The study of history at Deerfield encourages students to be informed, perceptive, and engaged citizens of the world. Through a variety of courses, students are introduced to the challenges and rewards of studying the past. In all courses, teachers urge students to become more knowledgeable about the many peoples, cultures, events, controversies, and ideas that have shaped human history. Students gain practical experience as historians by reading a range of sources, participating in discussion-oriented seminar classes, and preparing a variety of analytical and interpretive essays.
In exposing students to the moral and ethical issues that have faced other people in other times, in studying the struggles and triumphs that have marked human history and, in understanding the purposes that have divided people as well as those that have united them, Deerfield Academy believes that the study of history is a crucial part of a fulfilling liberal arts education.
Ninth graders and Tenth graders may choose among four courses: Africa and Latin America, Asia in World History, Topics in Western Civilization, and Big History. Students may also elect to study history both years before they become juniors. All ninth and tenth grade courses stress careful reading and writing and develop the ability to select, evaluate, and organize primary and secondary historical sources. Each of these courses provides a similar foundation in historical skills for further study in the discipline.
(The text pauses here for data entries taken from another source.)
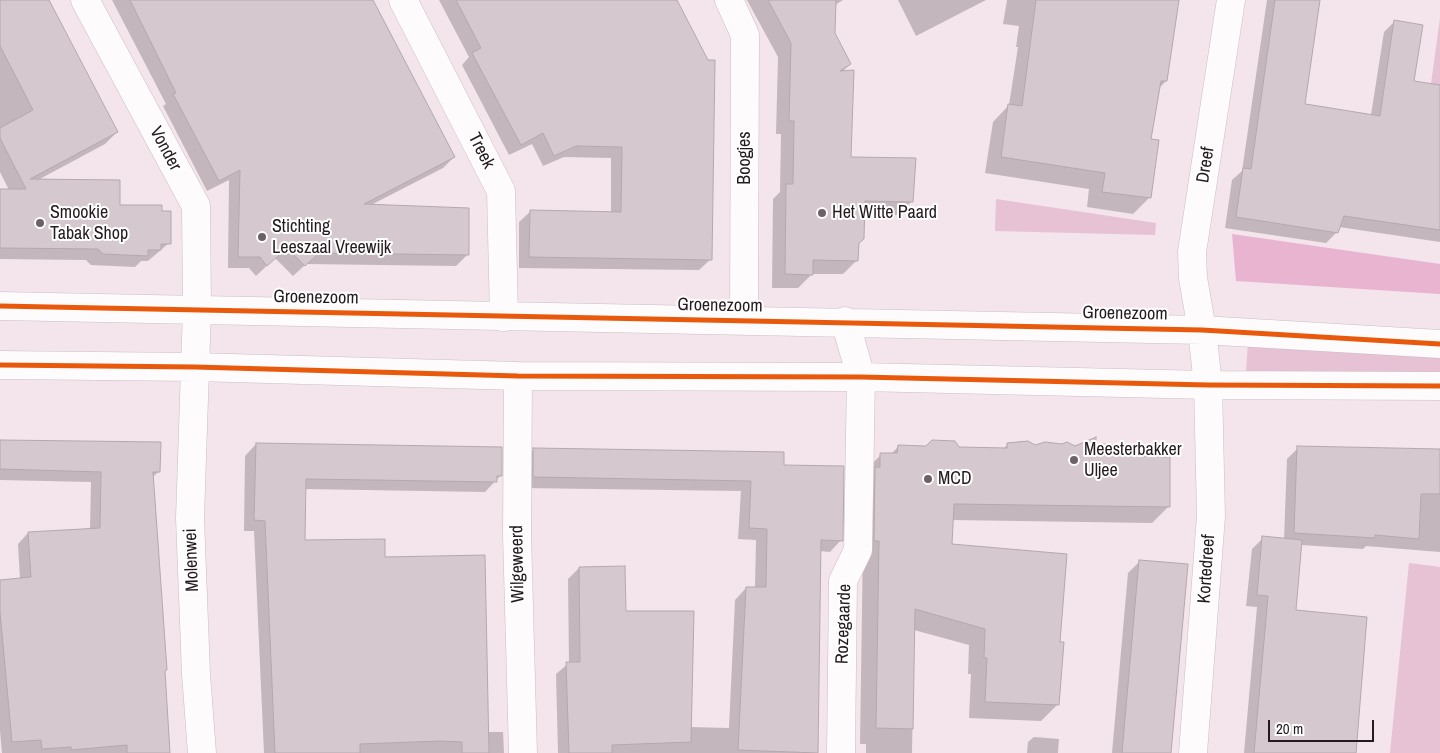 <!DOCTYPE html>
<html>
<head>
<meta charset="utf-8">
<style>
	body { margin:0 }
	#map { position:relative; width:1440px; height:753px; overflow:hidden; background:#f4e4ec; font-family:"Archivo Narrow",sans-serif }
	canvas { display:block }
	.scale { position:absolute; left:1268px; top:720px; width:106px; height:22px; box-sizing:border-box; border:2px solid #241a1f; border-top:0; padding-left:6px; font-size:15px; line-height:18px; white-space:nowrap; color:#241a1f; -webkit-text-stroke:4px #fff; paint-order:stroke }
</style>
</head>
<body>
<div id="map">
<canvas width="1440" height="753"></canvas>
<div class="scale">20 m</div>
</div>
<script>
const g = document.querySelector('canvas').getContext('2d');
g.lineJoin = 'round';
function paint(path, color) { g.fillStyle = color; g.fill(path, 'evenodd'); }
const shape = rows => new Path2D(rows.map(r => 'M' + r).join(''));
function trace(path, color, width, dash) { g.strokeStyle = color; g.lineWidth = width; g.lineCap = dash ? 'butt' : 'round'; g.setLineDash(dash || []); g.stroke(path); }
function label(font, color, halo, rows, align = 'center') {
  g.font = font + ' "Archivo Narrow",sans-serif'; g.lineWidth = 4; g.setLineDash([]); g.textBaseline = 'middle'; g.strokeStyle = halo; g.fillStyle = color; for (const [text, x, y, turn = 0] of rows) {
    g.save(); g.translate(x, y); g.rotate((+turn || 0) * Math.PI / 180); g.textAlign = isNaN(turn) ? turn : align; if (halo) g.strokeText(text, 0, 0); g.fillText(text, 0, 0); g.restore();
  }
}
paint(shape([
	[1440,18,1440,85,1431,84],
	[996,199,1156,223,1155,235,995,231],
	[1248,342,1440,354,1440,375,1246,372],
	[1409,563,1440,567,1440,753,1390,753]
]), '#e7c1d4');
paint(shape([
	[1232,234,1440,264,1440,294,1236,281]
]), '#e8b4d0');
paint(shape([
	[0,0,48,0,117,132,105,144,36,181,118,206,169,243,148,261,141,261,135,267,91,265,86,260,0,259,0,190,9,190,0,172],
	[112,0,371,0,454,157,443,168,369,206,467,255,456,266,306,264,293,276,275,258,256,276,249,268,228,268,229,180,207,191,163,106,166,104],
	[439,0,675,0,711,259,699,270,519,268,519,222,531,211,611,213,611,158,564,157,543,166,532,144,509,155,462,65,469,57],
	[747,0,843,0,835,5,833,33,850,64,842,72,849,158,915,159,912,201,898,215,863,215,857,244,857,260,843,274,812,274,798,288,772,288,773,199,780,192,781,134,776,134,778,57],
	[898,0,986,0,916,36],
	[1007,0,1178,0,1166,81,1159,88,1150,140,1149,198,1133,214,1087,207,1089,189,985,173,993,122,1009,105,1018,47,1016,47,1019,26,1003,24],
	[1267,0,1319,0,1304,105,1371,115,1384,32,1395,21,1412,82,1440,86,1440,242,1339,227,1337,232,1326,243,1225,228,1232,180,1242,171],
	[0,441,159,471,152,478,169,753,2,753,0,731,0,581,20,579,18,544,28,533,90,529,91,482,0,480],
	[256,444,500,476,485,492,304,489,304,542,384,559,488,732,503,732,504,753,264,753,254,531,244,531,245,456],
	[1008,444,1095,448,1142,458,1168,507,1152,523,952,520,951,545,1059,643,1058,704,1041,721,969,718,971,674,968,674,969,645,914,630,912,753,866,753,866,744,860,744,864,471,881,455,890,455,898,447,1003,449],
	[1298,448,1440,450,1440,552,1366,546,1363,549,1301,545,1295,611,1354,753,1244,753,1257,607,1246,606,1252,549,1263,538,1284,540,1287,459],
	[534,449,783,466,841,540,830,552,820,551,816,753,558,753,556,674,569,663,568,579,579,568,625,613,690,727,729,728,735,600,746,588,755,588,756,540,738,539,741,491,522,488,522,460],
	[1140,561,1170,753,1112,753,1128,573],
	[1034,737,1059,739,1058,753,1027,753,1028,742]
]), '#0003');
const building = shape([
	[0,0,49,0,118,132,30,179,120,180,120,205,162,205,162,211,171,211,171,244,161,244,161,250,148,250,148,256,103,254,98,249,0,248,0,189,26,189,0,138,0,128,33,110,0,46,0,0],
	[130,0,373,0,455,157,364,204,469,208,469,255,319,253,305,266,287,248,267,266,260,257,238,257,240,170,219,181,173,94,176,93,130,0],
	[456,0,677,0,708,60,715,60,712,260,529,257,530,210,621,212,622,147,576,146,554,156,543,133,521,145,472,53,481,48,456,0],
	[768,0,836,0,835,33,851,64,840,71,854,70,851,157,916,158,913,202,865,201,864,239,859,243,858,261,813,260,813,275,785,274,786,184,793,184,794,121,789,121,791,43,768,0],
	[1036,0,1179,0,1167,81,1161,81,1151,139,1159,140,1151,198,1102,192,1105,173,1001,157,1008,104,1022,106,1036,0],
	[1275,0,1320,0,1305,104,1312,105,1380,116,1394,20,1423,25,1414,81,1440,85,1440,230,1344,216,1338,233,1236,217,1243,168,1251,169,1275,0],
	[1096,437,1096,446,1101,444,1144,446,1144,456,1170,457,1170,507,954,504,952,544,1067,554,1060,642,1064,642,1059,705,985,702,987,658,984,658,985,629,915,609,913,729,876,728,879,541,874,541,875,467,880,467,880,453,897,453,898,445,926,446,932,440,955,441,959,447,1007,448,1007,443,1028,441,1035,445,1045,442,1062,444,1067,442,1075,446,1096,437],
	[0,440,161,442,160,472,153,472,167,670,165,671,170,753,127,753,127,745,71,750,71,747,42,749,41,740,12,742,0,612,0,580,31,577,28,532,100,528,101,472,0,469,0,440],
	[256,443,502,447,502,476,497,476,497,482,306,479,305,540,385,539,385,557,485,555,489,753,462,753,462,742,440,741,360,744,360,753,275,753,265,521,254,520,256,443],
	[1297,446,1440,449,1440,494,1421,494,1419,539,1375,535,1375,538,1294,533,1297,446],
	[533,448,784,452,784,465,844,466,843,541,821,540,818,753,738,750,746,587,766,587,767,529,749,528,751,481,533,477,533,448],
	[1262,536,1302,540,1296,610,1367,617,1356,753,1254,753,1268,596,1257,595,1262,536],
	[1139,560,1188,564,1171,753,1122,753,1139,560],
	[625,566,626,611,694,611,691,742,612,745,612,753,569,753,566,662,580,662,579,567,625,566]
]);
paint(building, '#d5c9cf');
trace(building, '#b4a8ae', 1);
const minor = shape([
	[85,0,196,206,197,309,190,518,196,674,202,753],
	[403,0,501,191,504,317],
	[729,0,745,35,744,320],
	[0,306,1202,330,1440,344],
	[0,365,195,367,518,376,861,377,1208,385,1440,386],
	[518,376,517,535,523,753],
	[841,753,843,581,858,550,861,377,845,321],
	[1193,753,1211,516,1208,385,1202,330,1193,278,1192,252,1231,0]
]);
trace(minor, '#cabec4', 29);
trace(minor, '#fdfbfc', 28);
trace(shape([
	[0,306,1202,330,1440,344],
	[0,365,195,367,518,376,861,377,1208,385,1440,386]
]), '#e8590c', 5);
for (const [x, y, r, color] of [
	[822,213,5,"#6d6167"],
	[40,223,5,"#6d6167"],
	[262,237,5,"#6d6167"],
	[1074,460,5,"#6d6167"],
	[928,479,5,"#6d6167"]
]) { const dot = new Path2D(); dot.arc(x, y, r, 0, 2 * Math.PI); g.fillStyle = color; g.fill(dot); trace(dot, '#fff', 2); }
label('18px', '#241a1f', '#fff', [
	["Vonder",165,149,62],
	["Treek",481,151,63],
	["Boogjes",745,158,-90],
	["Dreef",1206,165,-81],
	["Groenezoom",316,298,1],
	["Groenezoom",720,306,1],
	["Groenezoom",1125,314,1],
	["Molenwei",192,560,-92],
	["Wilgeweerd",518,564,-91],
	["Kortedreef",1207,569,-86],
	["Rozegaarde",844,624,-88]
]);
label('18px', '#241a1f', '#fff', [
	["Smookie",50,213],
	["Tabak Shop",50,234],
	["Het Witte Paard",832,213],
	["Stichting",272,227],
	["Leeszaal Vreewijk",272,248],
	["Meesterbakker",1084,450],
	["Uljee",1084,471],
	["MCD",938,479]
], 'left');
</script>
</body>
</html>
In the junior year all students choose among United States History, Honors United States History, or American Studies (an interdisciplinary combination of American history and literature). Each course incorporates research projects and papers into its curriculum. Though only two years of history are required (U.S. History and another non-U.S. history) many students in their senior year decide to continue on in history, pursuing their interests in a research-based curriculum.